Tuesday, June 20, 2023 8:30 AM
Photo:  CDC Gaming
  • United States
  • Mark Gruetze, CDC Gaming

No offense to gaming conferences, but they’re not necessarily the best place to learn how technology can improve casino operations, a gaming-conference speaker said.

Story continues below

Attending a technology forum targeted at retailers would be an eye-opener for casino operators, Gaming Analytics, Inc., Founder and CEO Kiran Brahmandam told attendees of the AGS GameON conference on June 14 in Reno.

“A retailer’s job is to optimize square footage for product, pricing, and placement and they do it at scale. A casino’s job is the same thing: product, pricing, and placement,” Brahmandam said. “Fundamentally, it will help you change the way you look at your marketing, your decision making, everything that you do in the organization.” The National Retail Federation, for example, sponsors the annual Nexus conference for senior-level technology, marketing, and digital innovators.

Brahmandam said operators who become AI-centric, compiling terabytes of data from multiple types of customer interactions and using artificial intelligence to sift it for insights, will increase revenue and customer satisfaction.

“The key here is that it’s really easy to make a sale when you can predict what the customer wants,” he said. For example, Amazon makes 35 percent of its revenue from its recommendation engine, which suggests products based on your purchases.

In an AI-centric organization, “The humans’ job is to define the goals and define boundaries on what this technology can and cannot do,” he said. “And the AI executes it.”

Just as Amazon now sells almost everything in addition to the books it started with, casinos have so many offerings besides slot machines and table games that “customer touch points are all over the place.” AI is capable of sifting through the data from all those areas to determine what type of customer plays a particular game and can improve game placement by grouping those with similar characteristics.
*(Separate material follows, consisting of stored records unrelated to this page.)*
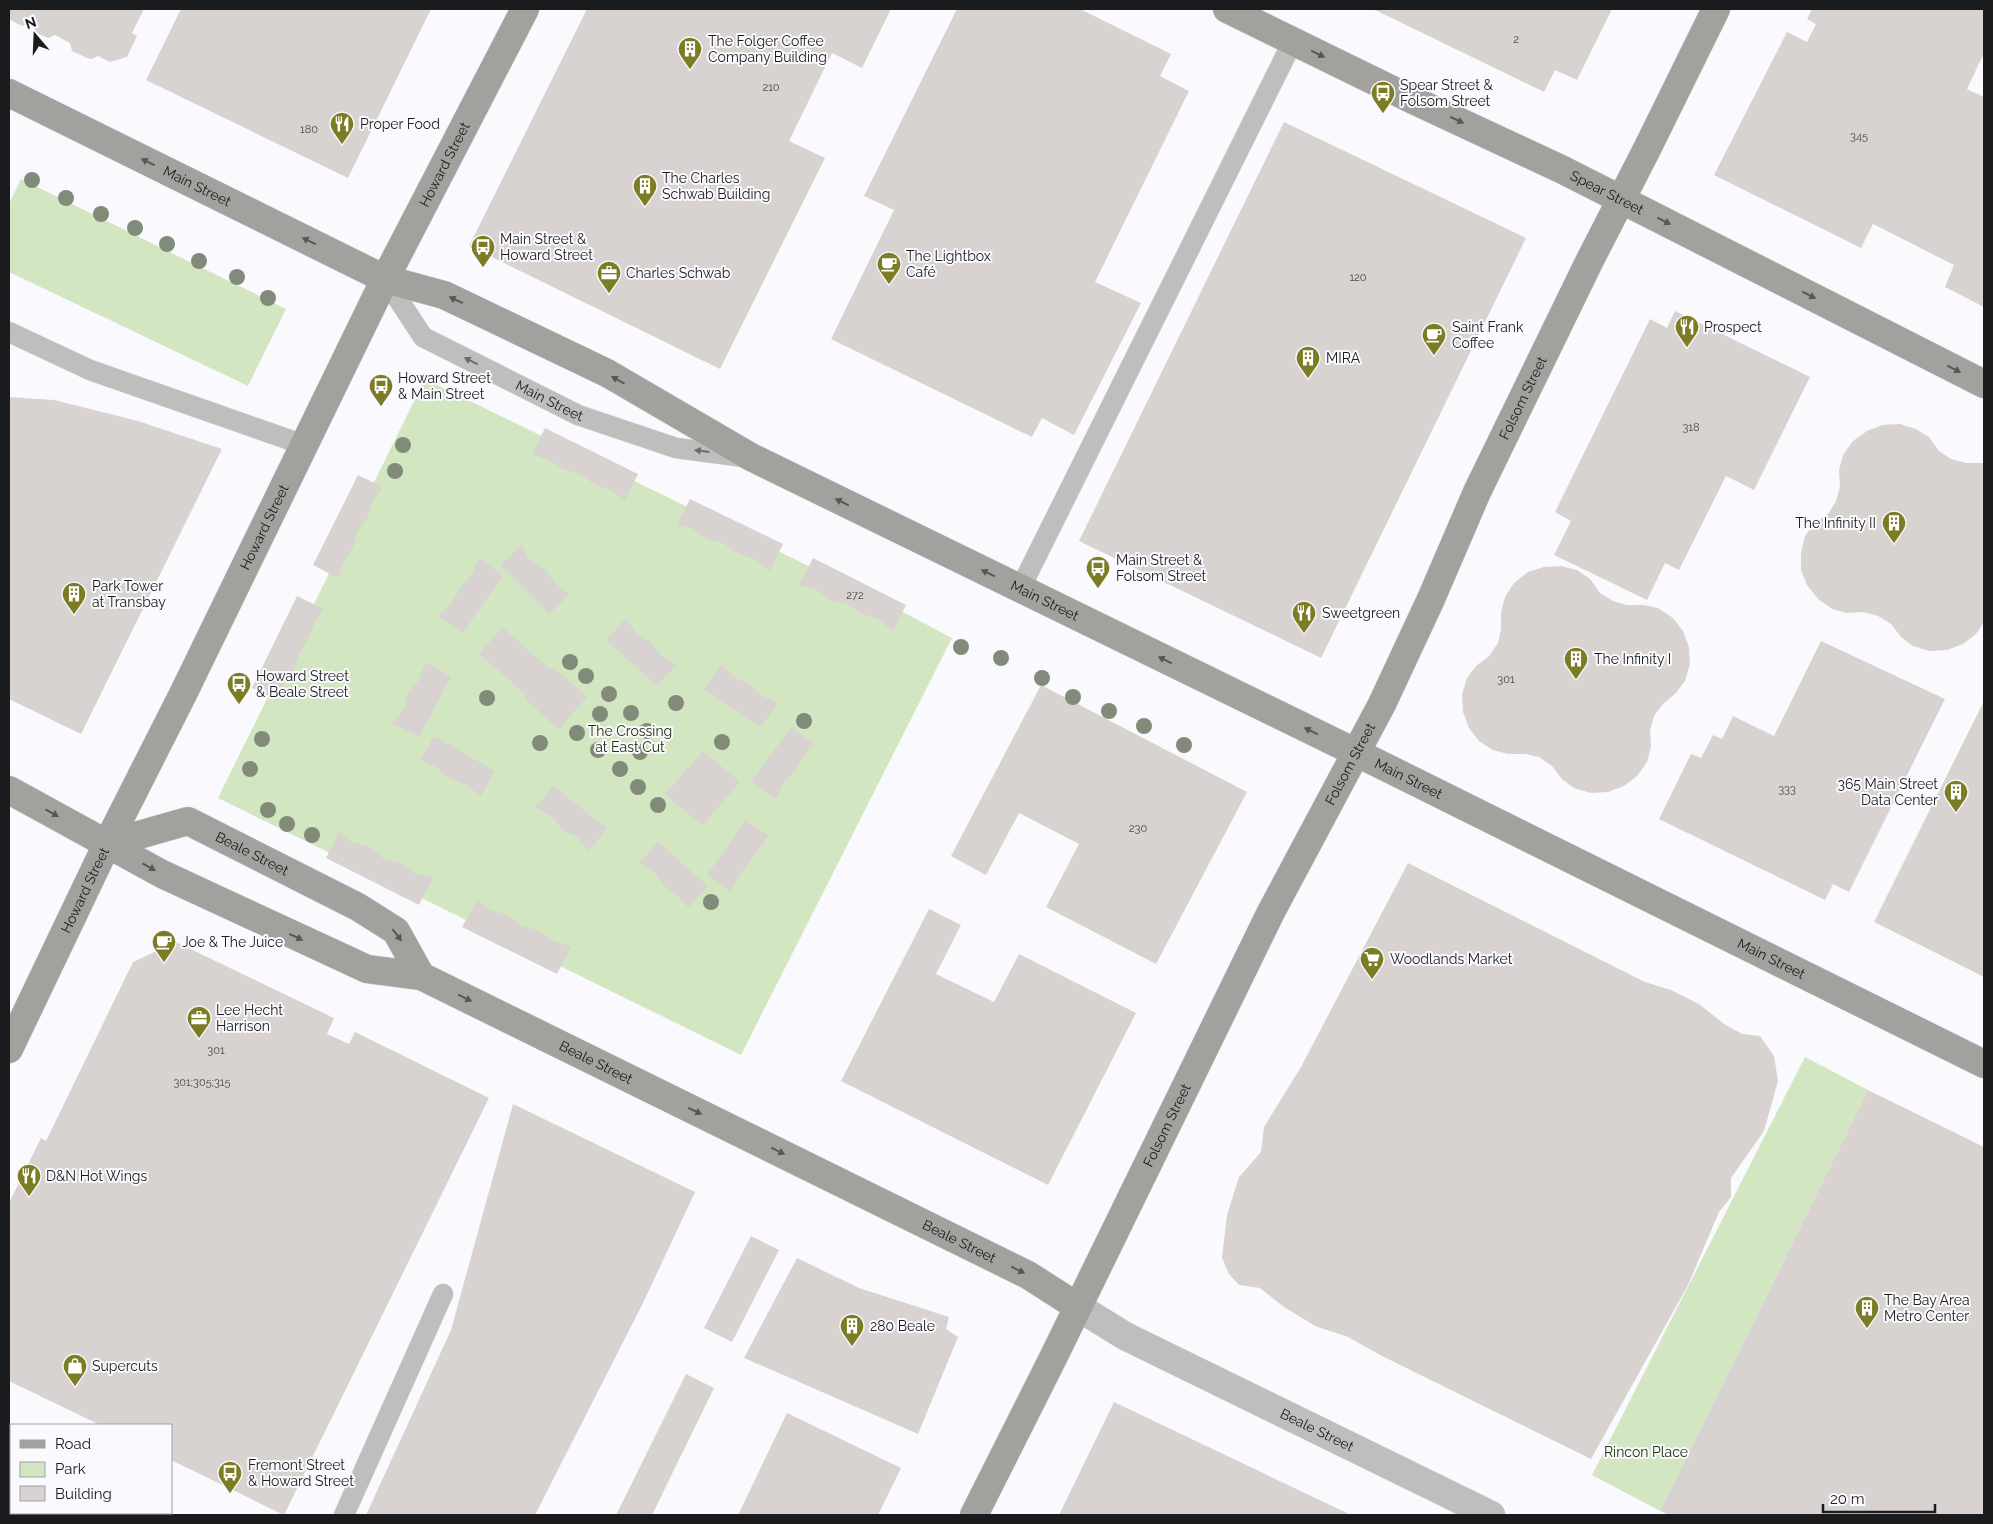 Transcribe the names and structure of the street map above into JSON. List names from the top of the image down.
{
  "streets": {
    "street": [
      "Howard Street",
      "Main Street",
      "Spear Street",
      "Folsom Street",
      "Beale Street"
    ]
  },
  "crossings": [
    ["Howard Street", "Main Street"],
    ["Howard Street", "Beale Street"],
    ["Main Street", "Folsom Street"],
    ["Spear Street", "Folsom Street"],
    ["Folsom Street", "Beale Street"]
  ],
  "one_way": ["Main Street", "Spear Street", "Beale Street"],
  "parks": ["The Crossing at East Cut", "Rincon Place"],
  "places": {
    "building": [
      "The Folger Coffee Company Building",
      "The Charles Schwab Building",
      "MIRA",
      "The Infinity II",
      "Park Tower at Transbay",
      "The Infinity I",
      "365 Main Street Data Center",
      "The Bay Area Metro Center",
      "280 Beale"
    ],
    "bus stop": [
      "Spear Street & Folsom Street",
      "Main Street & Howard Street",
      "Howard Street & Main Street",
      "Main Street & Folsom Street",
      "Howard Street & Beale Street",
      "Fremont Street & Howard Street"
    ],
    "restaurant": [
      "Proper Food",
      "Prospect",
      "Sweetgreen",
      "D&N Hot Wings"
    ],
    "cafe": ["The Lightbox Café", "Saint Frank Coffee", "Joe & The Juice"],
    "office": ["Charles Schwab", "Lee Hecht Harrison"],
    "supermarket": ["Woodlands Market"],
    "shop": ["Supercuts"]
  },
  "house_numbers": [
    "2",
    "210",
    "180",
    "345",
    "120",
    "318",
    "272",
    "301",
    "333",
    "230",
    "301",
    "301;305;315"
  ],
  "legend": ["Road", "Park", "Building"],
  "scale_bar": "20 m",
  "north": "top"
}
He said AI is “really good” at jobs that are efficiency-based and involve repetitive tasks. “When you think about AI, the instant image that you get is it’s the ‘Star Wars’ kind of experience, where you have intelligence beyond our current brains. But there’s another set of AI that actually works at the same level as humans, but does it really fast and doesn’t take vacations or get sick.”

Most decisions about which slots are placed on a casino floor and how they’re grouped in banks and zones are made without considering who actually plays them, because that level of detail typically isn’t available, Brahmandam said. Grouping games with similar denominations, paybacks, play modeling, and most importantly, the type of players they attract has increased session times by 8 percent to 19 percent, he said.

Suppliers offer strong strategies on how to bank machines. “But the point that’s missing is you don’t know what the players actually want,” he said. Those favoring high-volatility machines want energy and excitement, while those preferring lower volatility want to play longer. “We’ve seen that there’s an imbalance between what players prefer and want versus the supply of those games.”

Brahmandam said Gaming Analytics has found that 83 percent of its customers had a volatility imbalance on their slot floors. Volatility is difficult to define, with manufacturers not agreeing on a standard. He said Gaming Analytics devised a volatility ranking for all slot games in the industry, so floor managers could make more informed purchasing decisions.

While the gaming industry is posting high revenues now, Brahmandam said that “we’re leaving a lot of money on the table,” due to inefficiencies. “What has worked for the past 20 years will not scale for the future, because you guys are running your business differently.”

For the industry to grow overall, casinos must expand their offerings. “The entertainment dollar is where you grow the pie,” he said. “Historically, the pie has gotten bigger when you had more casinos opening, or companies were just eating each other’s lunch, meaning the pie relatively stayed the same. If you want to grow the pie, you’re going to have to get outside what you do now.”

Becoming an AI-centric operation can make the difference, he said. “Imagine a world where you say, ‘Hey, can I get an extra 3 percent coin-in for this month?’”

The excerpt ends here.